*** Opening Data under study ***

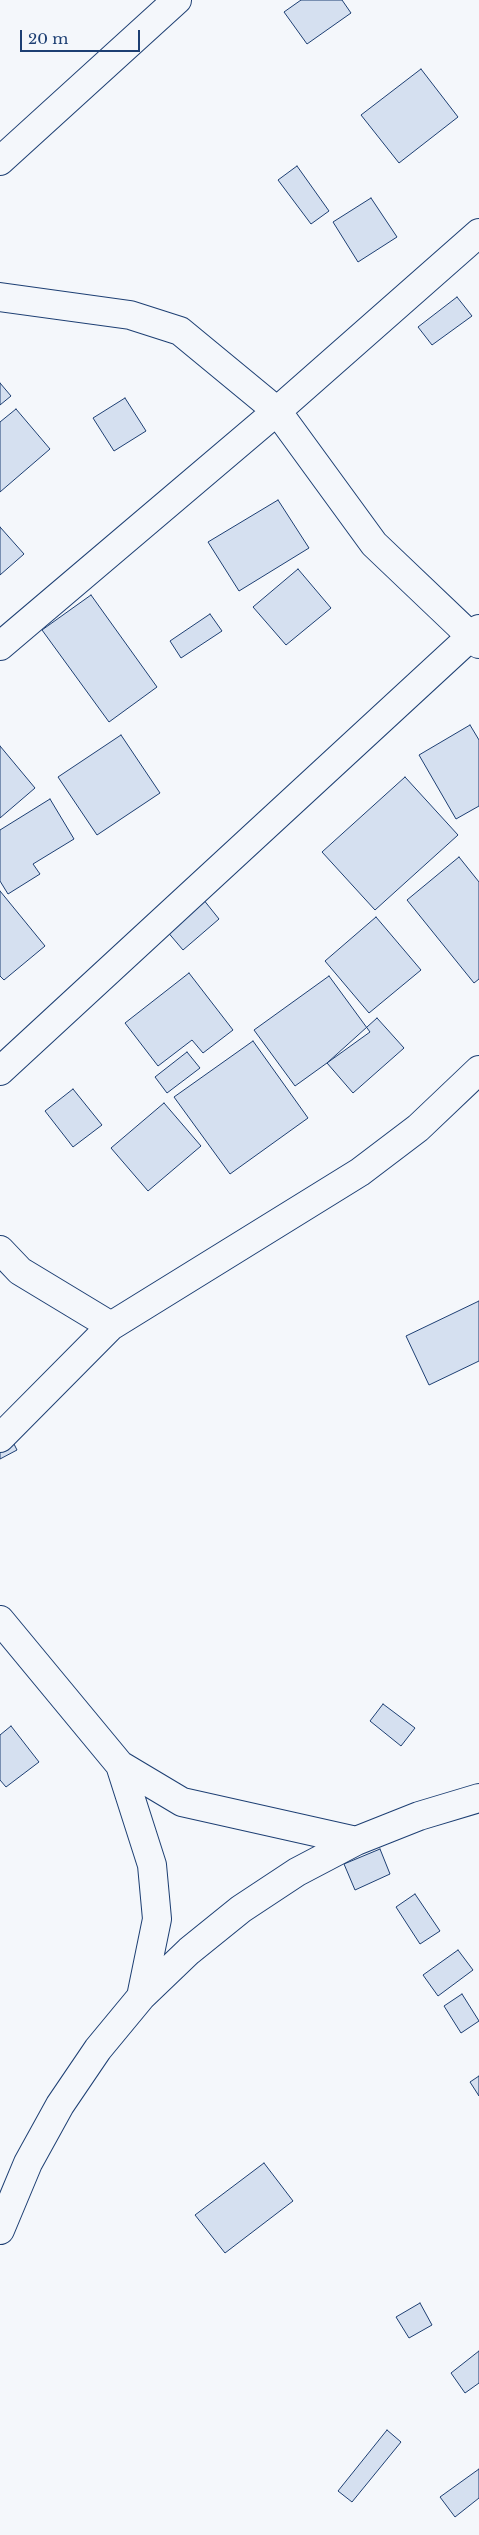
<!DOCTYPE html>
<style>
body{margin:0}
#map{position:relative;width:479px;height:2535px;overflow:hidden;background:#f4f7fb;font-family:"Libre Baskerville",serif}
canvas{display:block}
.scale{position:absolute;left:20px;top:30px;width:120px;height:22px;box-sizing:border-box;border:2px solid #1d3f73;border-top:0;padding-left:6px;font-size:15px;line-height:18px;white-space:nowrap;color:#1d3f73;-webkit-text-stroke:4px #f4f7fb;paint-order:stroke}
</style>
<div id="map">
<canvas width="479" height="2535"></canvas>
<div class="scale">20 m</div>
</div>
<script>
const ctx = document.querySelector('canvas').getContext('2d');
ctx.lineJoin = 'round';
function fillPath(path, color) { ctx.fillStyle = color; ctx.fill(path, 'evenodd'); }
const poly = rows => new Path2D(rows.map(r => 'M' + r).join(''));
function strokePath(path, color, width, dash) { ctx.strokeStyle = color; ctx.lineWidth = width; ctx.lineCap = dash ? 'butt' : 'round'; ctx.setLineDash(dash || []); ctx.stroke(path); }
const building = poly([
 [301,0,342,0,351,13,307,44,284,12,301,0],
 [421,69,458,117,399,163,361,115,421,69],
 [297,166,329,211,311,224,278,180,297,166],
 [371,198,397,237,358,262,333,222,371,198],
 [457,297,472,316,432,345,418,327,457,297],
 [0,383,11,396,0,405,0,383],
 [125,398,146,431,114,451,93,418,125,398],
 [16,409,50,449,0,492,0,422,16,409],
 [278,500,309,548,239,591,208,542,278,500],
 [0,527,24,554,0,575,0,527],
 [298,569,331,608,286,645,253,607,298,569],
 [91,595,157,687,109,722,42,630,91,595],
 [210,614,222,631,181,658,170,641,210,614],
 [470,725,479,740,479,806,456,819,419,755,470,725],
 [121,735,160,793,97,835,58,777,121,735],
 [0,746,35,788,0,818,0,746],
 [405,777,458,835,375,910,322,852,405,777],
 [50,799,74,839,33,864,40,874,8,894,0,881,0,830,50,799],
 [459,857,479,882,479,979,474,983,407,900,459,857],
 [0,891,45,946,4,980,0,976,0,891],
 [203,899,219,919,183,950,166,930,203,899],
 [376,917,421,970,369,1013,325,961,376,917],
 [189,973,233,1030,203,1053,192,1040,158,1066,125,1023,189,973],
 [329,976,370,1032,295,1086,254,1030,329,976],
 [377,1018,404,1048,353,1093,327,1063,377,1018],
 [253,1041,308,1118,230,1174,174,1097,253,1041],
 [187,1052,200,1068,167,1093,155,1077,187,1052],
 [73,1089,102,1125,73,1147,45,1111,73,1089],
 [164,1103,201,1146,148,1191,111,1148,164,1103],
 [479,1301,479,1361,429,1385,406,1336,479,1301],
 [6,1428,17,1450,0,1459,0,1431,6,1428],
 [383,1704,415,1728,401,1746,370,1721,383,1704],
 [11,1726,39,1762,6,1787,0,1780,0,1735,11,1726],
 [380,1849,390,1874,355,1890,344,1864,380,1849],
 [415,1894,440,1931,420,1944,396,1907,415,1894],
 [458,1950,473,1970,438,1996,423,1975,458,1950],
 [462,1994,479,2021,461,2033,444,2006,462,1994],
 [479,2076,479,2096,470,2082,479,2076],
 [264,2163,293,2201,225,2253,195,2215,264,2163],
 [420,2303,432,2325,409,2338,396,2317,420,2303],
 [479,2351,479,2383,465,2393,451,2373,479,2351],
 [387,2430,401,2442,352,2502,338,2491,387,2430],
 [479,2469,479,2498,455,2517,440,2497,479,2469]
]);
fillPath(building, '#d5e0f0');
strokePath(building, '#1d3f73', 1);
const minor = poly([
 [0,161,177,0],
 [0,297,130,315,180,331,277,411,374,544,479,644],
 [0,646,277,411,479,233],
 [0,1071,479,629],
 [0,1250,20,1271,111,1326,0,1438],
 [111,1326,360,1172,418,1128,479,1070],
 [0,1620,120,1765,182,1802,356,1841],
 [120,1765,152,1865,157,1919,141,1997],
 [0,2230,28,2163,60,2105,98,2049,141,1997,189,1951,241,1909,297,1872,356,1841,419,1816,479,1798]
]);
strokePath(minor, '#1d3f73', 30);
strokePath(minor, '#f4f7fb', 28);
</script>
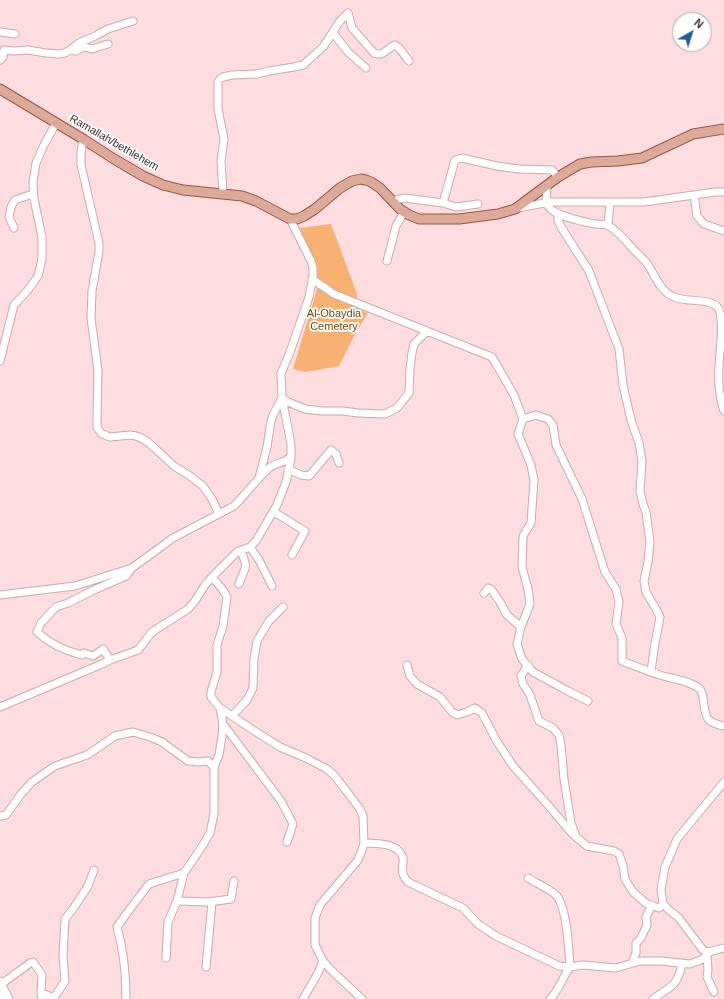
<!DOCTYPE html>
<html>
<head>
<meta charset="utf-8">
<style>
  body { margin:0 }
  #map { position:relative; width:724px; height:999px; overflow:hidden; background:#fddddf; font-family:Arial,sans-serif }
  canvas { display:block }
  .north { position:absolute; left:672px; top:12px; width:40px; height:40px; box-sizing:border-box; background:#fff; border:1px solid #afaaab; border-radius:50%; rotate:39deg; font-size:11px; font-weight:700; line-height:16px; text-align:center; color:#372b2c }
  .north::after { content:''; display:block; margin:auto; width:14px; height:18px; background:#215b92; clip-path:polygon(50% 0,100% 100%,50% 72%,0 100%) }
</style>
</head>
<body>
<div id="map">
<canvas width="724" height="999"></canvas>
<div class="north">N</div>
</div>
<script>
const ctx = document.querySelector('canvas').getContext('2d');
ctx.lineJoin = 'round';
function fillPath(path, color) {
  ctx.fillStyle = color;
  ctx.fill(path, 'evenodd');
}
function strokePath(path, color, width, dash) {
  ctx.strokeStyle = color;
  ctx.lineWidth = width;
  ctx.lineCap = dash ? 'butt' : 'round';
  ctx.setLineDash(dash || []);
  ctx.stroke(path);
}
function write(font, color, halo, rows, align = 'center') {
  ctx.font = font + ' Arial,sans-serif';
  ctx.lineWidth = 3.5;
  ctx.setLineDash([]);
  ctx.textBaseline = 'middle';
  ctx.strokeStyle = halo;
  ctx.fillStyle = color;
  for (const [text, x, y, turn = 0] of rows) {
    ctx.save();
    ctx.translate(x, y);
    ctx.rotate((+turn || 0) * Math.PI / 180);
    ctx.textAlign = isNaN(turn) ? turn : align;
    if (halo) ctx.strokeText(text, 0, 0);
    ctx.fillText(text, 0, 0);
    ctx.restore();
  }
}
const green = new Path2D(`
  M331,224L357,294V308L368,313L353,338L339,366L306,372L293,369L317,289L316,268L300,228Z`);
const minor = new Path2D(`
  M348,13L352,28L374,53C384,57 387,48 395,45C402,49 404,56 409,61
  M0,32L15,34
  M333,33L348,52L366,68
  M70,50L76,51L81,48L85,47L92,49L108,44
  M0,60L3,57L4,50L13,51L28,50L46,53L59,54L65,53L70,50L79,43L95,36L108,29L133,21
  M83,139L81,153V165L99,243V252L92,291L91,318L98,371L97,419V427L101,433L107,436L110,437L130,435L136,436L143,439L149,443L174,466L190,476L203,486L212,499L219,514
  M547,186L546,203C548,205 549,208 552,210C559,216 585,222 595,224C599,224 605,224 609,226C619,232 626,241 633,249C637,253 642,258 646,262C655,274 659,291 674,297C686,303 712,297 719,309C724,324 720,349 719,366C718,381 719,396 724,411
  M223,194L221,161L224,139L218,109V82L220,79L223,77L232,75L257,74L269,71L294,67L303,65L323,47L340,21L348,13
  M694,195L697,216L704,224L724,231
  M392,201L405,198L443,203
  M478,204L456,207L443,203L455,160L462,158L497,166L519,169L552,170L558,177
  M518,208L550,202H644L715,192H724
  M558,213V220L561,227L589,271L619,349L623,385L631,420L639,443L642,461L640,491L643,504L646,512L650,542L648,562L644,581L646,592L656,609L660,617L654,649L651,672
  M290,219L311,261L313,268V276L309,297L289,355L281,373L282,398L291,444V458L286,482L277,505L256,541L250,547L237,552L212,577L223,590L227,597L223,626L217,645V672L211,692V697L220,708L253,730L280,747L306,758L327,769L334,775L341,784L360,809L363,816L364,843L362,850L358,860L320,905L315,918V945L323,961L330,969L362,999
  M608,225L610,203
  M14,228L9,217L11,207L15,200L33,194
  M387,261L396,226L404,212
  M312,279L334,294L492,357L514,395L523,419L518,434L531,465L534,480L531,523L523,536L522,567L528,589L530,604L521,627L517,644L522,659L533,672L568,691L588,701
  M0,361L14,305L28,290L38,276L42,259V237L34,199L33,182L36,163L44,145L56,123
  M523,419L536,415L548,419L553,425L556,445L582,499L605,572L616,589L619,602L616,624L622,638V661C635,666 649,672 663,676C674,679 691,681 700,689C702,692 703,695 703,698C706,715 703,722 724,726
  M288,469L301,475L309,476L331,450L336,454L339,463
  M259,478L267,447L271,421L273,415L282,398L288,402L305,409L322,411H343L358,413L385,414L397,408L409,393L410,369L412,353L414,344L427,331
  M274,512L305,531L292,555
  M250,547L259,560L272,586
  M239,584C245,566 249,570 241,551
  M484,593L488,588L491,589L500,602L507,615L521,627
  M0,595L75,586L132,568L173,538L234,506C246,494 256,480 269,468C276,462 285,464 291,456
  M110,660L103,649L93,656L84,653L82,655C65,651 50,644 37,632L41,623L56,607L68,603L96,589L126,576L132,568
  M407,665L410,676L417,684L440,697L452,712L457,715L467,712L475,708L482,713L496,740L513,766L547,804L570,831L574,835
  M528,665L521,676L523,684L530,695L539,721L553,728L559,735L561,745L564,779L571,823L576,837L587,846L614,851L619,854L623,866L625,879L633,892L647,904L659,908L663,904
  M0,707L102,664L110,660L138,650L152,632L188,609L195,601L205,585L212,577
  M232,716L247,700L253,688L254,659L257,641L269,621L283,607
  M223,724L281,801L293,824L287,842
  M0,816L6,815L21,794L32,782L55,766L87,755L115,736L133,732L150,737L162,742L188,761L199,762L208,761L214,767
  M364,843C378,844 398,842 403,858C404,863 401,869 403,874C404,877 406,880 408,882L463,908L478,924L496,936L559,966L570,967L583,965L616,968L640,961H661L690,964L703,959L709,952L724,948
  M528,878C536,883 547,888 555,894C567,904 569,951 570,967C562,978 560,989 550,999
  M177,901L208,902L231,899L234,881
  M709,952L703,950L678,917L670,911L663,904L661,889L665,867L677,839L724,782
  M707,955L708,970L707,977L714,992
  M166,958L168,922L177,901L184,873
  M632,963L636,953V943L641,938L647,925L646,917L652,905
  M206,967L212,902
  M0,981L9,999
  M0,985L30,963L33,962L42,975L41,993L42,999
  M0,993L3,999
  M41,993L52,997L56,995L65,981L63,956L65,919L73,909L88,886L94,870
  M126,999C126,975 124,951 117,927L130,909L149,884L184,873L201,848L210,833L214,814V767L219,755L222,736L223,724L220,708
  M303,999L318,973L323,961
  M653,999C670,986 677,988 682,964`);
const major = new Path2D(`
  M0,89L83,139L114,159L143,176L163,185L183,190L242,196L256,201L290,219H297L304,216L315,209L340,188L352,181L361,179L366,180L371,182L380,188L400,209L409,215L419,219H459L498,214L515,209L558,177L580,164L591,162L618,161L642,158L693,134L724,129`);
const streetNames = [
  ["Ramallah/bethlehem",114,143,30]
];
const parkNames = [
  ["Al-Obaydia",334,314],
  ["Cemetery",334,327]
];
fillPath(green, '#f7b171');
strokePath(minor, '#c9abad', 9);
strokePath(major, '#955847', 11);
strokePath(minor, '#fff', 7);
strokePath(major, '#ddaa9a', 9);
write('11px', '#372b2c', '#fff', streetNames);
write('11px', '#75440b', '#fff', parkNames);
</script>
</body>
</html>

*** Closing Data under study ***

[Exercise requirements]: Scan the material line by line and report each one that contains "canvas".

[Solution for this problem]:
canvas{display:block}
<canvas width="479" height="2535"></canvas>
const ctx = document.querySelector('canvas').getContext('2d');
  canvas { display:block }
<canvas width="724" height="999"></canvas>
const ctx = document.querySelector('canvas').getContext('2d');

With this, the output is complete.